The idea of the Parable – a background to the Sower

Like any story, a parable is a window into the mind of the author. People describe only what they can imagine; and imagination depends on what a person has seen, heard or read about. In this case the agricultural image of sowing seed indicates the rural perspective of both the speaker & original audience.

The parables were a favorite teaching device of Jesus. People loved the stories that Jesus created and told. His stories were drawn from every day life, from the simplicities of every day life. Jesus did not use theological abstractions as the Apostle Paul did. By telling a story, Jesus created pictures of those abstract ideas. The abstract idea became concrete and visual.

Jesus wanted his original twelve disciples to begin thinking in the logic of parables, in the symbolism of parables, in the possibilities of the parables. Jesus wanted his first disciples to look for and find the “heavenly meanings to his earthly stories,” and Jesus wants us contemporary disciples to do the same.

In this first parable of Jesus, he chose the most common of experiences from the everyday lives of people: “seeds, sowers, hard paths, rocky soil, thorny soil, good soil.” These were as common as scenes as possible, but in the commonness, Jesus saw illustrations about God and his kingdom. In the soil and the sower, Jesus saw signs about how God works in this world.

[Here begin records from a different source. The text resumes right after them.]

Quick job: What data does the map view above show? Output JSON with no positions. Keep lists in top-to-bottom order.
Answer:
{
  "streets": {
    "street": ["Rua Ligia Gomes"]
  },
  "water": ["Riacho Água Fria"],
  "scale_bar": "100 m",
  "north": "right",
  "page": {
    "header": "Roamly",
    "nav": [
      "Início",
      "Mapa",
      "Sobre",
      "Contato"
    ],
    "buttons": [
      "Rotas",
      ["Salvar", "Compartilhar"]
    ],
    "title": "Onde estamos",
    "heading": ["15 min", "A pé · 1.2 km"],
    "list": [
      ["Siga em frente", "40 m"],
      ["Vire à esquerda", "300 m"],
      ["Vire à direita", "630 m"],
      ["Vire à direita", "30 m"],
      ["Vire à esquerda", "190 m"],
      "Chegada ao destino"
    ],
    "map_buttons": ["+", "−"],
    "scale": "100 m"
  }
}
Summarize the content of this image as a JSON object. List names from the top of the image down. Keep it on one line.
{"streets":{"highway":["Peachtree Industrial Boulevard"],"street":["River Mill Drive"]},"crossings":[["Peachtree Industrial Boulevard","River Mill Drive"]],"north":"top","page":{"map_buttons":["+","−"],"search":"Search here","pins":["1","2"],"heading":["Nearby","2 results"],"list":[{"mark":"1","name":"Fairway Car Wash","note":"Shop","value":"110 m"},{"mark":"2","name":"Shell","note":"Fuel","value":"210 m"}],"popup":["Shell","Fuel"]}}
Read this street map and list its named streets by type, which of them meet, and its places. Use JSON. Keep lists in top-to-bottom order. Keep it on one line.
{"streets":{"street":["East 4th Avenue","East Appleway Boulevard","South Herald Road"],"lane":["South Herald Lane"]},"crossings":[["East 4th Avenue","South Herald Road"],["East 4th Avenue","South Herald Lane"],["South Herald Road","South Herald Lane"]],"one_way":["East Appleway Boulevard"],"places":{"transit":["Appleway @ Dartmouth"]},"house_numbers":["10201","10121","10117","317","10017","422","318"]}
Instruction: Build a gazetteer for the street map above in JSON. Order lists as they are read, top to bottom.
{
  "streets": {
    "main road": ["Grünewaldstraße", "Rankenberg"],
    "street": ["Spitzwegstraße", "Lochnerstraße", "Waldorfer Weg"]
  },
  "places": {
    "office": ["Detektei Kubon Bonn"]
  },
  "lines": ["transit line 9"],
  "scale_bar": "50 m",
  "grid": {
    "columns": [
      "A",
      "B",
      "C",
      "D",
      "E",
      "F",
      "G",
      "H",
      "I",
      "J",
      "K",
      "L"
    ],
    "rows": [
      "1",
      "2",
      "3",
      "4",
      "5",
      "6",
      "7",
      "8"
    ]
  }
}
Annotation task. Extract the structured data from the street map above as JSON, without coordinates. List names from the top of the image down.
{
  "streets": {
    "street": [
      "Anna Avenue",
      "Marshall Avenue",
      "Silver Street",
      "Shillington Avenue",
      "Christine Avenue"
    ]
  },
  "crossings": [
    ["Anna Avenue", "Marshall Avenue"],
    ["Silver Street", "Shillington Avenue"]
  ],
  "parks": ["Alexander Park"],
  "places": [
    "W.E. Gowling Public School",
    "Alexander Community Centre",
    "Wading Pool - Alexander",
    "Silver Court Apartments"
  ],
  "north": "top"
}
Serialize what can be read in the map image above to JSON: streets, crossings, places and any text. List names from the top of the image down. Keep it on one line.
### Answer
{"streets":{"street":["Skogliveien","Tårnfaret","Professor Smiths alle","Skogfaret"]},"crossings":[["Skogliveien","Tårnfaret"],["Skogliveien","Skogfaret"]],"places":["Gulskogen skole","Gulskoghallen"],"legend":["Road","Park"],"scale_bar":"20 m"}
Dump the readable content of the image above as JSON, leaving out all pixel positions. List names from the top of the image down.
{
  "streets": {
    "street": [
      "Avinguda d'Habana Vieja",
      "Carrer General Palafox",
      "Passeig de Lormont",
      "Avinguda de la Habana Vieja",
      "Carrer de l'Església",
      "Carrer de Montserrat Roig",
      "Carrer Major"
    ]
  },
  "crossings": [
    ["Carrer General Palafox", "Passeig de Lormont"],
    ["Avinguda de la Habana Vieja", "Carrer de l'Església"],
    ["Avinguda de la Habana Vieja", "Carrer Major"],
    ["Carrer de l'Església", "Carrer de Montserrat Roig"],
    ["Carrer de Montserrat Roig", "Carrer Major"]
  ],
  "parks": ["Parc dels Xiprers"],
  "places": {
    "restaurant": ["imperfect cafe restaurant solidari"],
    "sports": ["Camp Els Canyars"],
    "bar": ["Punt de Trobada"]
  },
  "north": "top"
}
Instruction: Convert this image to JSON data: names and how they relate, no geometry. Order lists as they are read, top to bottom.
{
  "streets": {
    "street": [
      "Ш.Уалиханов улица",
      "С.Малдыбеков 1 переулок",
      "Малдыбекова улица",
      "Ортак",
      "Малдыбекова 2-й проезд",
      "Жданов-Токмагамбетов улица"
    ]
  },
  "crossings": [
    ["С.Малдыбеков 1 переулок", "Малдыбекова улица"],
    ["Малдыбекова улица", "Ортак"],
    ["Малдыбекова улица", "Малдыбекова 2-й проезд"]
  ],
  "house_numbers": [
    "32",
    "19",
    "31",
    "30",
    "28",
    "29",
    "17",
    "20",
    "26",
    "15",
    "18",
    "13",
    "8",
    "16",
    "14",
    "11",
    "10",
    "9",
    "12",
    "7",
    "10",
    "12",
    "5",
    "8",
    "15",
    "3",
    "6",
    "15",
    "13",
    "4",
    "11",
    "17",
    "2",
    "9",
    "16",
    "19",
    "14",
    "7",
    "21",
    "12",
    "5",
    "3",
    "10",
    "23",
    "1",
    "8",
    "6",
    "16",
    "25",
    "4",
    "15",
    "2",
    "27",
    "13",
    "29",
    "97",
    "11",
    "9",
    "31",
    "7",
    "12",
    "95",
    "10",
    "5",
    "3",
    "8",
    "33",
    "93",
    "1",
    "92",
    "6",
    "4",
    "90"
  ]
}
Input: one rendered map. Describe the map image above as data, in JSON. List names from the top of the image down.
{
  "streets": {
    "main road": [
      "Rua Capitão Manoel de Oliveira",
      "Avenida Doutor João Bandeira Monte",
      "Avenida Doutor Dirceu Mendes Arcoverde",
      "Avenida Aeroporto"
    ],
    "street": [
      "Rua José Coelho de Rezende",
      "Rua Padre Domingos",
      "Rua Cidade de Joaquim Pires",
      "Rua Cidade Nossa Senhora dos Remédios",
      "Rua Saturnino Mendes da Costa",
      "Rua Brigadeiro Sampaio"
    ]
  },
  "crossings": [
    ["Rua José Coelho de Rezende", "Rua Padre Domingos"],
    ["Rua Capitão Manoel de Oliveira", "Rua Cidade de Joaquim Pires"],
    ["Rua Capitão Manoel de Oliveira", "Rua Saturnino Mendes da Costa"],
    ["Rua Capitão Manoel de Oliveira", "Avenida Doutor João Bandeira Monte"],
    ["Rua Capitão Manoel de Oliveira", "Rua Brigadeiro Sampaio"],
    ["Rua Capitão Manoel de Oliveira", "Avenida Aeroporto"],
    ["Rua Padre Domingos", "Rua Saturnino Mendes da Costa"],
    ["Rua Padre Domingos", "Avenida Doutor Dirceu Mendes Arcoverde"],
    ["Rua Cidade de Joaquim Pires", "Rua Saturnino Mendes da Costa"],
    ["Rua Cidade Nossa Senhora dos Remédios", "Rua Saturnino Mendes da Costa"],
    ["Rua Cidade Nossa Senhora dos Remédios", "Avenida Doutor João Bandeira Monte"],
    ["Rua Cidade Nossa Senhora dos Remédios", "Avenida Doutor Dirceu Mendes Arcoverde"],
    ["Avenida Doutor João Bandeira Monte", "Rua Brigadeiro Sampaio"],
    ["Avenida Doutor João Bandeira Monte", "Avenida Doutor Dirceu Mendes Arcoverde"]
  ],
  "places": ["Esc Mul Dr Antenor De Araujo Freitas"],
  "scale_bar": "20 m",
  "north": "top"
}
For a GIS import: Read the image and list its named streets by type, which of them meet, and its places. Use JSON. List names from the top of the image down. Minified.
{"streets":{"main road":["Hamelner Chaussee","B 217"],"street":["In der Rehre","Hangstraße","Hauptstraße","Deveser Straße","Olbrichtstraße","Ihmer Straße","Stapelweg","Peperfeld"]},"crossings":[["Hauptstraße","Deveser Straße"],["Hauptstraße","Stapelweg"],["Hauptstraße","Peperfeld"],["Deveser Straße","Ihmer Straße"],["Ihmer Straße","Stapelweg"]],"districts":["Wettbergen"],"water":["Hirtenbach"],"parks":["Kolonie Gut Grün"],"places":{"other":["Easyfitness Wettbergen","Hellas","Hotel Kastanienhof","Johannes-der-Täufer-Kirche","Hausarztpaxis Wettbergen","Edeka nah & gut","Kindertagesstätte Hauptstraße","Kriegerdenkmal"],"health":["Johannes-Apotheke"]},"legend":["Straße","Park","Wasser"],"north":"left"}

Here the speaker describes a process called broadcasting: taking handfuls of seed and scattering it to the wind rather than depositing it directly in prepared soil. This method of planting was widely used in primitive agriculture, particularly in hilly regions like Galilee where rocks that could destroy a cast-iron plow often lay just below the surface. Since geological pressures cause subterranean rocks to migrate upward, farmers cannot be sure from year to year just where the rocks and the fertile soil are located. Finding & removing all rocks would be inefficient & time-consuming. So each spring Mediterranean grain farmers simply scattered the relatively inexpensive seed across their fields. Of course some would be lost to the unpredictable forces of nature: birds, weeds, hard ground, lack of rainfall. But there was always enough good soil to insure a harvest. So, from time immemorial broadcasting was the normal process of planting in the eastern Mediterranean.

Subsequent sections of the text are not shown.